Anche l’amico del Papa alla fine si oppone

in “il manifesto” del 27 marzo 2009

«L’articolo 2 della Costituzione contiene il suo no all’eutanasia, nel 32, invece, troviamo il divieto
all’accanimento terapeutico. Ecco io credo che questi due divieti sono tutto ciò che occorre, non c’è bisogno di altro».

Stavolta Marcello Pera ha detto no. Il più cristiano dei ‘non cristiani’, il coautore di Benedetto XVI quand’era il fallibile cardinale Joseph Ratzinger. Uno, l’ex presidente del senato, che meno di un mese ha passato un pomeriggio intero al Collegio romano di Santa Marta a presentare il suo libro «Perché dobbiamo dirci cristiani».

Uno che il giorno della morte di Eluana non ci era andato affatto leggero all’indirizzo dell’opposizione democratica e della famiglia Englaro: «Togliere a un paziente l’alimentazione significa togliere la vita e togliere la vita significa togliere il presupposto della dignità», aveva detto in aula in quella drammatica serata del 10 febbraio.

«Confondere la libertà individuale con l’arbitrio segna il passaggio dalla civiltà della ragione alla civiltà della barbarie». Una crociata, la sua, aveva giurato, non in nome della religione del Cristo, ma in nome «della religione dell’articolo 2 della Costituzione», (quello che riconosce e garantisce «i diritti inviolabili dell’uomo»).

Ieri, in quella stessa aula, la musica – comunque un canto gregoriano – era un po’ cambiata. Evidentemente i suoi hanno onorato la religione del secondo articolo della Carta, ma anche troppo. «Facciamo un’ipotesi – ha spiegato Pera – il caso di uno stato vegetativo permanente. In quel caso si compie accanimento terapeutico continuando con le cure o si compie eutanasia smettendo le terapie? Si commette un crimine lasciandolo morire o si commette un crimine contro la persona proseguendo con le cure? A questa domanda non c’è risposta. Occorre una decisione».

Ma la risposta del ddl Calabrò «dice che bisogna comunque salvare la vita, e dice anche che questa decisione la deve prendere il legislatore. Credo sia costituzionalmente ed eticamente sbagliato: fa prevalere l’articolo 2 della Carta sul 32 («Nessuno può essere obbligato a un determinato trattamento sanitario se non per disposizione di legge. La legge non può in nessun caso violare i limiti imposti dal rispetto della persona umana», ndr). Dopo aver detto no a eutanasia e accanimento, allora accade che quella zona grigia incerta che si crea tra questi due divieti, viene coperta da una decisione morale e non giuridica».

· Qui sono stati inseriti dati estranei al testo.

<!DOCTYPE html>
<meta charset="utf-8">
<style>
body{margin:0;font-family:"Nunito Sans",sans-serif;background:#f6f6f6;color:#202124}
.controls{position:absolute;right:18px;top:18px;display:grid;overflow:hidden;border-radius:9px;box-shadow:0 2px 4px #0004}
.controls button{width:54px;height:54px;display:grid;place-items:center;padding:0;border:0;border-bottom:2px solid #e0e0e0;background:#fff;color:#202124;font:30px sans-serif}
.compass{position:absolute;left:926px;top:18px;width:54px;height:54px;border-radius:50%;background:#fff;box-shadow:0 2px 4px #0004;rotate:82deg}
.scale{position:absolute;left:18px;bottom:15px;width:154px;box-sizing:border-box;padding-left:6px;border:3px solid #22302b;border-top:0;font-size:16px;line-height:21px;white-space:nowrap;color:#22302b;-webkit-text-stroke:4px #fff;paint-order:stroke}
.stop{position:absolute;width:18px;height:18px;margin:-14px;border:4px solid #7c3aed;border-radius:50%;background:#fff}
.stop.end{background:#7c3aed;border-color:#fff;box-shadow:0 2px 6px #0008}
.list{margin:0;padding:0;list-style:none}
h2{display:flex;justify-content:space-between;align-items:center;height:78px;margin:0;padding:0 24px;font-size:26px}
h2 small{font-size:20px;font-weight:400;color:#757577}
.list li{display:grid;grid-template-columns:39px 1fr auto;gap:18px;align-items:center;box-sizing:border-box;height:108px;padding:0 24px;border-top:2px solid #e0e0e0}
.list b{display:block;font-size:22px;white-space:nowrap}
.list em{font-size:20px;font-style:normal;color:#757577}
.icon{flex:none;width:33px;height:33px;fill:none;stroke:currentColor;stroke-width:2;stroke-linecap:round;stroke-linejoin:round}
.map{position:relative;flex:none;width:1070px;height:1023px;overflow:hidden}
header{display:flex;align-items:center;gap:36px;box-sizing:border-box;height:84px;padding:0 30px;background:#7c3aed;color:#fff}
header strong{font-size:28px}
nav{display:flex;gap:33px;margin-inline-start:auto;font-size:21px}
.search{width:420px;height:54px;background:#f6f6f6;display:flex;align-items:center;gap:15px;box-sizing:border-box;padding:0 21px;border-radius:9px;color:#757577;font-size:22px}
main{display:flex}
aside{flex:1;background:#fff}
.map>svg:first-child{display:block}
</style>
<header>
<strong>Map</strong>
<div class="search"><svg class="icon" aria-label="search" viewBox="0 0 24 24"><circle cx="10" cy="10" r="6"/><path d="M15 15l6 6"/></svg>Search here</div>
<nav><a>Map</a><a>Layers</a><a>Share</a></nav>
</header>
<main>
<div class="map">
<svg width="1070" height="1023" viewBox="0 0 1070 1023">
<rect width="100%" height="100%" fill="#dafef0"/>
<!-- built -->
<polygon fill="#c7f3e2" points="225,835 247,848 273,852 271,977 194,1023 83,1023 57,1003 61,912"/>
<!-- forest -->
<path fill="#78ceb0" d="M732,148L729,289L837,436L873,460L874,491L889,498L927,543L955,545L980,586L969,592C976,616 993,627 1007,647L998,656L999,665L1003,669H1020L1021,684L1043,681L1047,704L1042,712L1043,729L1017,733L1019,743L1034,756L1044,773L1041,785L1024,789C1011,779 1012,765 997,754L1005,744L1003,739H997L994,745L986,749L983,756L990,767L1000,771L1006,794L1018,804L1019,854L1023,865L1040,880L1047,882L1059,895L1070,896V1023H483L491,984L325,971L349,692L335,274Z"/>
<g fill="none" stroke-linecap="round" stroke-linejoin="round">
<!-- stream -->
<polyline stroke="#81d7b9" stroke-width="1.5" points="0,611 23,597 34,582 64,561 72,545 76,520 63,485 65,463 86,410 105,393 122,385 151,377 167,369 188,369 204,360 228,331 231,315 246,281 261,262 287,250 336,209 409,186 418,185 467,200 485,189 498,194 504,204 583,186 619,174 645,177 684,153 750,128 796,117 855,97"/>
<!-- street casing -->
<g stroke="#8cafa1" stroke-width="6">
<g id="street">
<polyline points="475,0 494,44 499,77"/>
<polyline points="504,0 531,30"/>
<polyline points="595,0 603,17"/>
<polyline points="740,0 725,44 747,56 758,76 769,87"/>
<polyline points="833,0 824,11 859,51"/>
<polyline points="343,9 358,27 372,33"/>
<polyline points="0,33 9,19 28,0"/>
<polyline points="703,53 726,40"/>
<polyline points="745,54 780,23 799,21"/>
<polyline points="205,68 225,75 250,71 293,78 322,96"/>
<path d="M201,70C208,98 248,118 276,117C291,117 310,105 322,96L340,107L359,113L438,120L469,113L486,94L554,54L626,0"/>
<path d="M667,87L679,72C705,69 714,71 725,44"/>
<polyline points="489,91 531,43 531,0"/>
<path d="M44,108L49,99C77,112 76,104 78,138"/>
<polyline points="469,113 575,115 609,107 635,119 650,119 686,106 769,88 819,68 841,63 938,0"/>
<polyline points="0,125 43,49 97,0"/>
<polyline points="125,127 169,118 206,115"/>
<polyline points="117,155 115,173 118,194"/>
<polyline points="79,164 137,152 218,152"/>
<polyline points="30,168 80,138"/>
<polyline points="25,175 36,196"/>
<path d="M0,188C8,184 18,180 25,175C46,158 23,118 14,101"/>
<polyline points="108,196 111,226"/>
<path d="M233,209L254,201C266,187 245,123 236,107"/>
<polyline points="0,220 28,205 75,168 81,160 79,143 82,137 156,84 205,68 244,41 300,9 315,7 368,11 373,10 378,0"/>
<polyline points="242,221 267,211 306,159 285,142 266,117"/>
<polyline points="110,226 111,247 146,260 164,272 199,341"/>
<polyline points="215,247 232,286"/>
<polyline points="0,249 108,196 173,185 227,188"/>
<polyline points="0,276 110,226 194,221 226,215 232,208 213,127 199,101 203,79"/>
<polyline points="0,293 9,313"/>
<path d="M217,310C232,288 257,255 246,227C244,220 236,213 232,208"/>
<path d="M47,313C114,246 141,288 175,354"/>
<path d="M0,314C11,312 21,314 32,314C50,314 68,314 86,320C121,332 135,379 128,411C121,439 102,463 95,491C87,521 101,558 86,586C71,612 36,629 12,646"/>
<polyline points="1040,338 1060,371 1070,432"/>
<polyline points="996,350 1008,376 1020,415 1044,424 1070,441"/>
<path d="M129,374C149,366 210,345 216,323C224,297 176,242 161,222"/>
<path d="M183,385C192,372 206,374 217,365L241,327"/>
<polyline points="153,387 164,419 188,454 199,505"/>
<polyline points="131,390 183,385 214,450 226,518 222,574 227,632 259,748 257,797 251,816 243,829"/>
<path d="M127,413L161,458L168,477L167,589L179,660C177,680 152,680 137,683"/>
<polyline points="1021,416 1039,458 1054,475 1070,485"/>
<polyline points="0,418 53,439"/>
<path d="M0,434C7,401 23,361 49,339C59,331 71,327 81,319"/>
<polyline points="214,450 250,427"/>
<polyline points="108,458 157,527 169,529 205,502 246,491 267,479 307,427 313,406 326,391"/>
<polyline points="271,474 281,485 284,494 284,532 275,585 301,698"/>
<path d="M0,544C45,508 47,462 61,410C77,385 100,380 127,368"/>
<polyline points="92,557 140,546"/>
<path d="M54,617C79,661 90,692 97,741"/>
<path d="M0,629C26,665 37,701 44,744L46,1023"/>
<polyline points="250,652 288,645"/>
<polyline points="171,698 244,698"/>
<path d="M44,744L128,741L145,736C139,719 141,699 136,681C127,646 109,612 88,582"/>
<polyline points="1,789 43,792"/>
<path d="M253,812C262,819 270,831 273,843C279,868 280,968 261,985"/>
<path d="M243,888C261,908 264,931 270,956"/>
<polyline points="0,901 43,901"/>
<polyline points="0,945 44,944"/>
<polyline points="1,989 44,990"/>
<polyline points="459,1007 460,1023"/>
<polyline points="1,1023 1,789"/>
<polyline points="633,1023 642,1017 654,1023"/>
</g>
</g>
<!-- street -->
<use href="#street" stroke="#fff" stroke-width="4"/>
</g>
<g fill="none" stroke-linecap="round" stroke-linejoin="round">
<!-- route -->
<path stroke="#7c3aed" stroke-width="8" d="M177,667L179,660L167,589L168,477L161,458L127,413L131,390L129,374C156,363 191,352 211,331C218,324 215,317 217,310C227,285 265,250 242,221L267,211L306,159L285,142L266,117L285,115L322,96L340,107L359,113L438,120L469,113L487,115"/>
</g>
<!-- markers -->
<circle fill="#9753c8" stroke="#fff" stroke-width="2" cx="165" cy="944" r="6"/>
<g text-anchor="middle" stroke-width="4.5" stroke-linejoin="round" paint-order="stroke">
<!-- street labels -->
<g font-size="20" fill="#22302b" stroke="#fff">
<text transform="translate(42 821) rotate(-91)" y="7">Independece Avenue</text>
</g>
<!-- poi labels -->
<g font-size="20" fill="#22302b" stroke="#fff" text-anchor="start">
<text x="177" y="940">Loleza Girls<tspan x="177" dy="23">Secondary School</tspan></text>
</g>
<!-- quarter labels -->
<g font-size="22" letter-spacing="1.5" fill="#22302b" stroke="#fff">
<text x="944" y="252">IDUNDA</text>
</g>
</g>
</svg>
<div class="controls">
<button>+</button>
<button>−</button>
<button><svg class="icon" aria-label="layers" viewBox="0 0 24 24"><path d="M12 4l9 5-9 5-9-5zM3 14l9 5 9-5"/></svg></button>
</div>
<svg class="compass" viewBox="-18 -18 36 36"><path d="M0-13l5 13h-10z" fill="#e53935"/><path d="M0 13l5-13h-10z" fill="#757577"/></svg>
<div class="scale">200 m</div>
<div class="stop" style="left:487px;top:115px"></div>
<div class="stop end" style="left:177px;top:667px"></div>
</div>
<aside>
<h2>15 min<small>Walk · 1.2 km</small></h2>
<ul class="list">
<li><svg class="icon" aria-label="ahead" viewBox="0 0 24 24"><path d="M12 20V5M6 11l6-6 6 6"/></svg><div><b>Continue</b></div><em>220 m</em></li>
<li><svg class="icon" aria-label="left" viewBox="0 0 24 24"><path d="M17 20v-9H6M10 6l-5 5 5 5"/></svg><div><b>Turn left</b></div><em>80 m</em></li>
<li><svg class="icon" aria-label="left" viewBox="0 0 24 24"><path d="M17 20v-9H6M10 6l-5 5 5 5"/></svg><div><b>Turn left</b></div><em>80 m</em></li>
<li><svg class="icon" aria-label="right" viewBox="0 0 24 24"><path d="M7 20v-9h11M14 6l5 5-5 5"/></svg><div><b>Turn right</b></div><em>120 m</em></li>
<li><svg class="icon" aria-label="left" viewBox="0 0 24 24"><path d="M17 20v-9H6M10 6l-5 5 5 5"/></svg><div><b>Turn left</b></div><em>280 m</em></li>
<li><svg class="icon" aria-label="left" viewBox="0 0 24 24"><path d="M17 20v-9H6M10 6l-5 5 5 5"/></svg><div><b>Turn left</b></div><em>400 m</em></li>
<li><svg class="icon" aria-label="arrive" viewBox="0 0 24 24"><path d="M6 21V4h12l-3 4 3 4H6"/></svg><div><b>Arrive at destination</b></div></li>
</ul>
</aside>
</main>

È quasi lo stesso ragionamento che ieri hanno svolto i «cattolici adulti» del Pd (ex margheritini ma non solo: Marina Magistrelli, Daniela Mazzucconi, Tiziano Treu, Nino Randazzo, Marco Stradiotto, Giovanni Procacci e Stefano Ceccanti) che in realtà negano il cattolicesimo come categoria politica e invece anche loro si genuflettono (come del resto tutti dovrebbero fare) all’articolo 32 della Carta. E invece il ddl Calabrò, «tradisce la Costituzione», «ingenera confusione», «apre profonde e laceranti divisioni di cui la maggioranza deve assumersi la responsabilità».

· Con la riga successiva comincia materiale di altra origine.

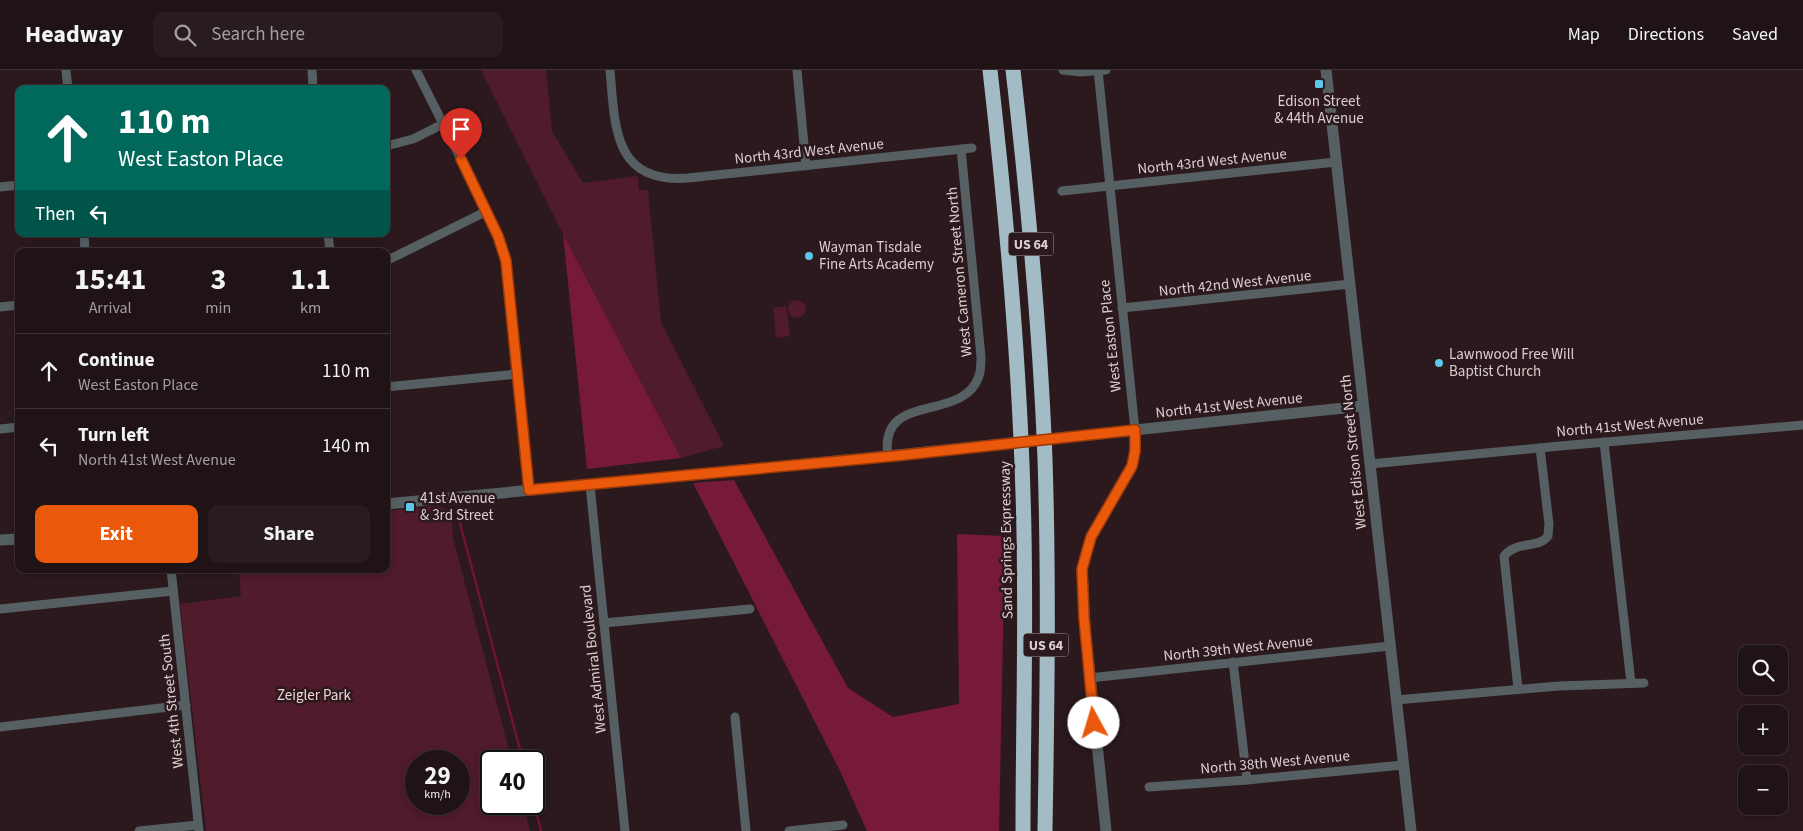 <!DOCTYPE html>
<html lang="en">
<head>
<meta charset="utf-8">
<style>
	:root { --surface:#201316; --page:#281c1f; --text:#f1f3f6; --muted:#a29ea1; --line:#3d3235; --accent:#ea580c }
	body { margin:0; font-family:"Source Sans 3",sans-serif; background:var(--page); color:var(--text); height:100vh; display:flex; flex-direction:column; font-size:19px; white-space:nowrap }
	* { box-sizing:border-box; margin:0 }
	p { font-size:16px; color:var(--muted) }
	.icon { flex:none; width:28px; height:28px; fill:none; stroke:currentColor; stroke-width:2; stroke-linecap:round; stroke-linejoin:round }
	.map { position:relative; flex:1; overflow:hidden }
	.side { position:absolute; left:15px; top:178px; width:375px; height:325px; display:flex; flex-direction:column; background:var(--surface); border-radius:10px; box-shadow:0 2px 8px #0003,0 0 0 1px var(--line) }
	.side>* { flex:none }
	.banner { position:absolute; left:15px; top:15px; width:375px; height:152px; border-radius:10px; box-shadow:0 2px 8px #0003,0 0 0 1px var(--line); background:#00695c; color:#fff; overflow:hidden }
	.tools { position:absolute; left:1738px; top:575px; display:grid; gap:10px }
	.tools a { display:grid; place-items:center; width:50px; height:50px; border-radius:10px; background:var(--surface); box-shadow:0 2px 8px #0003,0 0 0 1px var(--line); font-size:25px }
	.speed { position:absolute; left:405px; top:680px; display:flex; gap:10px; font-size:25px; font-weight:700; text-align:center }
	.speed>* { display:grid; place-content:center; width:65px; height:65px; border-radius:50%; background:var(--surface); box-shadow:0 2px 8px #0003,0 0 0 1px var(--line); line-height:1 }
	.speed small { font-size:12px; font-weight:400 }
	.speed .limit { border:2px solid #111; border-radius:8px; background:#fff; color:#111 }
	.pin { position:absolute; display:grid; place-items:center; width:42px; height:42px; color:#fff; margin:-51px -21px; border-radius:50% 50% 50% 0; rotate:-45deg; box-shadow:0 0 5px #0007 }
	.pin .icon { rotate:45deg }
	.me { position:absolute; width:55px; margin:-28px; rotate:354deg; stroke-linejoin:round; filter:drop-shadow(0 0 4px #0008) }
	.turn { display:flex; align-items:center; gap:18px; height:105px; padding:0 20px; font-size:22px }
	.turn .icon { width:65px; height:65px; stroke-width:2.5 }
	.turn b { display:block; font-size:35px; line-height:42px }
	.then { display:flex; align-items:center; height:48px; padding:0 20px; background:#0003; gap:10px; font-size:19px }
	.eta { display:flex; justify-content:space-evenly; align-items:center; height:85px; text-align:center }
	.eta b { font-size:30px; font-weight:700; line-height:35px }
	.action { display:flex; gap:10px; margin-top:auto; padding:10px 20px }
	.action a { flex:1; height:58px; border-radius:10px; background:var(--accent); color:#fff; font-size:20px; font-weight:700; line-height:58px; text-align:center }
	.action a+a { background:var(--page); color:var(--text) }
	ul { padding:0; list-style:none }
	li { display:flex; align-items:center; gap:15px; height:75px; padding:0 20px; border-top:1px solid var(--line) }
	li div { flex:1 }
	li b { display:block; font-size:19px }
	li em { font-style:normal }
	header { display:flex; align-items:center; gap:30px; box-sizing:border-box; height:70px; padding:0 25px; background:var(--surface); border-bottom:1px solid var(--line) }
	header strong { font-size:24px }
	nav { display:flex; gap:28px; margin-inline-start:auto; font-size:18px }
	.search { width:350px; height:45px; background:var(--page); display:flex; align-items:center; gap:12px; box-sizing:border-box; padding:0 18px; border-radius:10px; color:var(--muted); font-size:19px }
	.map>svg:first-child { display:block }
</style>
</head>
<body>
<header>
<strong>Headway</strong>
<div class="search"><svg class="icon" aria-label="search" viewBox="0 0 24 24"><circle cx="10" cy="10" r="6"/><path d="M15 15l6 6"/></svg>Search here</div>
<nav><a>Map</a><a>Directions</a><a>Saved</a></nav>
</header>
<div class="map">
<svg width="1803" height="761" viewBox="0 0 1803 761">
	<rect width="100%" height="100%" fill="#2b191d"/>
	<g fill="#501b2b" fill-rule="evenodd">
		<polygon points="481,0 546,0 552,61 583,113 638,106 639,120 648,120 661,252 724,376 681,388 563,164"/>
		<circle cx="797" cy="239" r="9"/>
		<polygon points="786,236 790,266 776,268 773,238"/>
		<path d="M438,436L451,441L453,468L512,691H491V734H523L530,761H206L180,534L241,526L239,499H386V441ZM459,691V734H416V691Z"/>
	</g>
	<g fill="#76193b">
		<polygon points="563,164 681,388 587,399"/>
		<polygon points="734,410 848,618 893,647 959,634 957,464 1005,466 999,761 867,761 840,701 693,413"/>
	</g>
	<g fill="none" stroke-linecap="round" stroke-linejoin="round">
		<g stroke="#711337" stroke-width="2.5">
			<polyline points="457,442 523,691"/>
			<polyline points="534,732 541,761"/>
		</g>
		<g stroke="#566063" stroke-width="9">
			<polyline points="66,0 68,19"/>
			<polyline points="312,0 313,19"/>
			<polyline points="416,0 487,141 498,165 506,191 529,420"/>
			<path d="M610,0C615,56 613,114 688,108L972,78"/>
			<polyline points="797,0 806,96"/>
			<polyline points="1063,0 1080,2 1106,0"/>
			<polyline points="1098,0 1135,360"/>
			<polyline points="386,76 413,69 443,54"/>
			<polyline points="0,117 19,115"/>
			<polyline points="1062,121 1336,92"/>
			<polyline points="84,164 85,181"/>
			<polyline points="328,164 330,181"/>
			<polyline points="386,191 487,141"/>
			<polyline points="0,237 19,235"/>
			<polyline points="1122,238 1350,214"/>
			<polyline points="386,317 517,304"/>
			<polyline points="0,359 19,357"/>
			<polyline points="1604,372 1631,613"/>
			<path d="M888,386C878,320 963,354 979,306C981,300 981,293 981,287L961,79"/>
			<polyline points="1370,394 1560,376 1803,355"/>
			<polyline points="590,415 625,761"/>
			<polyline points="171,499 199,761"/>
			<polyline points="0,539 173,521"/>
			<polyline points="604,553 750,539"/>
			<polyline points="1233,592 1247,710"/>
			<polyline points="1089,608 1390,576"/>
			<path d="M1518,619L1504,486C1517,470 1539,479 1548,466L1549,454L1540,378"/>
			<polyline points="1396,630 1559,616 1644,613"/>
			<polyline points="735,647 746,761"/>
			<polyline points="0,657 186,635"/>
			<polyline points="1149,717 1247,710 1403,695"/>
			<polyline points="139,761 198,755"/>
			<polyline points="789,761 843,755"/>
		</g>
		<g stroke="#566063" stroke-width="11">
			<polyline points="1326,0 1411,761"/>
			<polyline points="386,434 878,387 1363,336"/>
			<polyline points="0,470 19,469"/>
			<polyline points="1106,761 1085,557 1082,499 1091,467 1132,396 1135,381 1135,360"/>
		</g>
		<g stroke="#a2bbc4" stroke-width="15">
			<path d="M990,0C1006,141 1019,282 1023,424C1027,536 1023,649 1023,761"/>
			<path d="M1013,0C1028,130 1040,259 1045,389C1049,513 1047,637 1045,761"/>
		</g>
	</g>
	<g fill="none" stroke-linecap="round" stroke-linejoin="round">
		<g stroke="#983908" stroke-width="12">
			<polyline id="route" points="461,89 498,166 506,191 529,420 894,386 1135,360 1135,381 1132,396 1091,467 1082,499 1084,548 1094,653"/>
		</g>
		<use href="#route" stroke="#ea580c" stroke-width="9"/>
	</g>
	<g fill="#5cc7e8" stroke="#2b191d" stroke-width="2">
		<rect x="1314" y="9" width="10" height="10" rx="2.5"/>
		<circle cx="809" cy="186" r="5"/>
		<circle cx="1439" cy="293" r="5"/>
		<rect x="405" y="432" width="10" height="10" rx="2.5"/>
	</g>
	<g text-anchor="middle" stroke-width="5" stroke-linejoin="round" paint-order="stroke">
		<g fill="#2b191d" stroke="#a6989a" stroke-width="1">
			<rect x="1008.5" y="162.5" width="45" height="23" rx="4"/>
			<rect x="1023.5" y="563.5" width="45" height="23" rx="4"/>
		</g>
		<g font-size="14" font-weight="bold" fill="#dbced0">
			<text x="1031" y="179">US 64</text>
			<text x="1046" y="580">US 64</text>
		</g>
		<g font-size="15" fill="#dbced0" stroke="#2b191d" text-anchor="start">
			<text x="1319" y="36" text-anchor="middle">Edison Street<tspan x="1319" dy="17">&amp; 44th Avenue</tspan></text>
			<text x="819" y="182">Wayman Tisdale<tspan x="819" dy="17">Fine Arts Academy</tspan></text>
			<text x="1449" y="289">Lawnwood Free Will<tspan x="1449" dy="17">Baptist Church</tspan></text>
			<text x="420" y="433">41st Avenue<tspan x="420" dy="17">&amp; 3rd Street</tspan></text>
		</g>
		<g font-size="15" fill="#dbced0" stroke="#2b191d">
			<text transform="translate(809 81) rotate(-6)" y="5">North 43rd West Avenue</text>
			<text transform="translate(1212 91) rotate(-6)" y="5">North 43rd West Avenue</text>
			<text transform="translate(959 202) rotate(-95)" y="5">West Cameron Street North</text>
			<text transform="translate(1235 213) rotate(-6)" y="5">North 42nd West Avenue</text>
			<text transform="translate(1110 266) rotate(-96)" y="5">West Easton Place</text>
			<text transform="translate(1229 335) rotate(-6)" y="5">North 41st West Avenue</text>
			<text transform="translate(1630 355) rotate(-5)" y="5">North 41st West Avenue</text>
			<text transform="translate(1353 382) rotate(-96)" y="5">West Edison Street North</text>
			<text transform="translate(1006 470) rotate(-91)" y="5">Sand Springs Expressway</text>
			<text transform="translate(1238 578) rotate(-6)" y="5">North 39th West Avenue</text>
			<text transform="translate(593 589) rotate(-96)" y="5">West Admiral Boulevard</text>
			<text transform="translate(171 631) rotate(-96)" y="5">West 4th Street South</text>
			<text transform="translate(1275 692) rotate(-5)" y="5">North 38th West Avenue</text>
		</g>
		<g font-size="15" fill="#f0d4da" stroke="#2b191d">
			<text x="314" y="630">Zeigler Park</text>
		</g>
	</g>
</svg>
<div class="tools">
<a><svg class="icon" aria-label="search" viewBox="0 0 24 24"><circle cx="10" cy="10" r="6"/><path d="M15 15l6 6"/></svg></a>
<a>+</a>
<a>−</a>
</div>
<div class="speed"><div>29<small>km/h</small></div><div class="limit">40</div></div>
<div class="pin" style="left:461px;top:89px;background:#d93025"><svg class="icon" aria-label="arrive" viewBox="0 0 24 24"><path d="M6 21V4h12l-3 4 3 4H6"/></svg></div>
<svg class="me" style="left:1094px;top:653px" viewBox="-20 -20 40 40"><circle r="19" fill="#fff"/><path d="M0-13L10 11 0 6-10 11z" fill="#ea580c"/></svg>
<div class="banner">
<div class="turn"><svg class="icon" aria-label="ahead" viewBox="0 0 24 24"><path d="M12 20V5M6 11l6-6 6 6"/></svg><div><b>110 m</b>West Easton Place</div></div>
<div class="then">Then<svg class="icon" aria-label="left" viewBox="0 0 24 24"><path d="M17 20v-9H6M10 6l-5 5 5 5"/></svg></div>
</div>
<section class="side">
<div class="eta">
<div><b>15:41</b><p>Arrival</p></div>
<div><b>3</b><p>min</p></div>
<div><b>1.1</b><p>km</p></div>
</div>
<ul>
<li><svg class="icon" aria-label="ahead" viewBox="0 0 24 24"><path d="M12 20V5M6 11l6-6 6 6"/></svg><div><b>Continue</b><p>West Easton Place</p></div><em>110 m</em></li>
<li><svg class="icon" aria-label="left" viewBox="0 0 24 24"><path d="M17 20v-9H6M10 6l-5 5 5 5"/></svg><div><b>Turn left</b><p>North 41st West Avenue</p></div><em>140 m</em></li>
</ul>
<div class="action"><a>Exit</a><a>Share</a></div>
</section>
</div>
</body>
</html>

Che è invece tutt’altra cosa rispetto alle argomentazioni del no finale dei teodem, con a capo la capogruppo Pd della commissione sanità Dorina Bianchi, che hanno invece lamentato il «muro» contro cui si è infranto ogni loro tentativo di dialogo e persino i passi indietro che si sono fatti in aula «vanificando» il lavoro di mediazione svolto – da loro – in commissione.